Segment Start: RECORDS TO PROCESS
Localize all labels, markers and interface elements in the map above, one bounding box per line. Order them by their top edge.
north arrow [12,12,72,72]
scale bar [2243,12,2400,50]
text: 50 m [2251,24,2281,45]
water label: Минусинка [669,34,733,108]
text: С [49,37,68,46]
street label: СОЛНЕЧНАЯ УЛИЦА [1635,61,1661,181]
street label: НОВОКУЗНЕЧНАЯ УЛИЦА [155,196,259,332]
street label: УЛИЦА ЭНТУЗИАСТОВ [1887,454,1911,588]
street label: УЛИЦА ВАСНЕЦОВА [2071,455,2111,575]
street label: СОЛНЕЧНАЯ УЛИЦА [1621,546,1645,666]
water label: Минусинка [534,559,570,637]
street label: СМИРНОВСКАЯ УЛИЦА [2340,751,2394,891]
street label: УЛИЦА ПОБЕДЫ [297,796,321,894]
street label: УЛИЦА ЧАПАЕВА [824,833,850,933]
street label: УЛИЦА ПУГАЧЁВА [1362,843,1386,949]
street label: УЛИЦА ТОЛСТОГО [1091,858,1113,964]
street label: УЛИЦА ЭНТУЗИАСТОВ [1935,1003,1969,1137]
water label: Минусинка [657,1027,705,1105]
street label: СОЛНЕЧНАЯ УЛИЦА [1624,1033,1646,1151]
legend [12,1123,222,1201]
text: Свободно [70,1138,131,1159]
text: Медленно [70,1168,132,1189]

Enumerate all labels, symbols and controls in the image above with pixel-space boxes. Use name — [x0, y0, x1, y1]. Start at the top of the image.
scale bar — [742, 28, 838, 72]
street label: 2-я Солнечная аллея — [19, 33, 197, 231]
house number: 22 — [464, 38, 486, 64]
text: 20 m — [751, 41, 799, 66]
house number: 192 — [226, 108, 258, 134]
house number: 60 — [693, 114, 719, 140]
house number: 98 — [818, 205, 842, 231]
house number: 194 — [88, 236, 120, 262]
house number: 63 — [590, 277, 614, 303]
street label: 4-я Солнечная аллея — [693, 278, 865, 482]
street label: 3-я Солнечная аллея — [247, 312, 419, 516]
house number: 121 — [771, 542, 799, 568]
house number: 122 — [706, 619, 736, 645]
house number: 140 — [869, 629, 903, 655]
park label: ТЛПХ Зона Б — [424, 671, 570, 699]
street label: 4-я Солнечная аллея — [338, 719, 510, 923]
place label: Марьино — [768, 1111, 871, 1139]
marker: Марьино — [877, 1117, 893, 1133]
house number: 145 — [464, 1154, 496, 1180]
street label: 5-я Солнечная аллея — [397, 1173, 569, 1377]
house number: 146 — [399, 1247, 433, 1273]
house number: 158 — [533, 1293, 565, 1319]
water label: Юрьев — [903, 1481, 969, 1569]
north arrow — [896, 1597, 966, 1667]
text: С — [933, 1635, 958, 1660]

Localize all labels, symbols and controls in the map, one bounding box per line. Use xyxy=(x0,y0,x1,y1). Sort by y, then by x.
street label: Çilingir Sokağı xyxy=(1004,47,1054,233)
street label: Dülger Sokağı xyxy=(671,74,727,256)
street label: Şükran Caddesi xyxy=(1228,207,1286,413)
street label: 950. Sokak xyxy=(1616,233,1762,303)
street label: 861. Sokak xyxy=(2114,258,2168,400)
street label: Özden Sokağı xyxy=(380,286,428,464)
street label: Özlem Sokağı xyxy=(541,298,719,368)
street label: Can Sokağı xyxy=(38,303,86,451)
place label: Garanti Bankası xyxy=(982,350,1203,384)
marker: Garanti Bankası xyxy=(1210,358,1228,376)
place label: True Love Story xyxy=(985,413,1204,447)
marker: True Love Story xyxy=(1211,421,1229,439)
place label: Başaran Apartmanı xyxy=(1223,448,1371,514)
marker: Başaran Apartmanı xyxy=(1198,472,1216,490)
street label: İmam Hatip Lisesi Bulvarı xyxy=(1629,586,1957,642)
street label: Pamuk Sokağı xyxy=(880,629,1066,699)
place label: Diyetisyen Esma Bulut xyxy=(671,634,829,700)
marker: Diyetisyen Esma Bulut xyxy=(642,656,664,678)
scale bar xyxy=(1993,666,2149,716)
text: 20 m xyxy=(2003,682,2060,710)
Segment End: RECORDS TO PROCESS
* **TASK BRIEF**
Work through the entries, filtering for the string "Esma", and copy each line that holds it.

* **THE ANSWER**
place label: Diyetisyen Esma Bulut xyxy=(671,634,829,700)
marker: Diyetisyen Esma Bulut xyxy=(642,656,664,678)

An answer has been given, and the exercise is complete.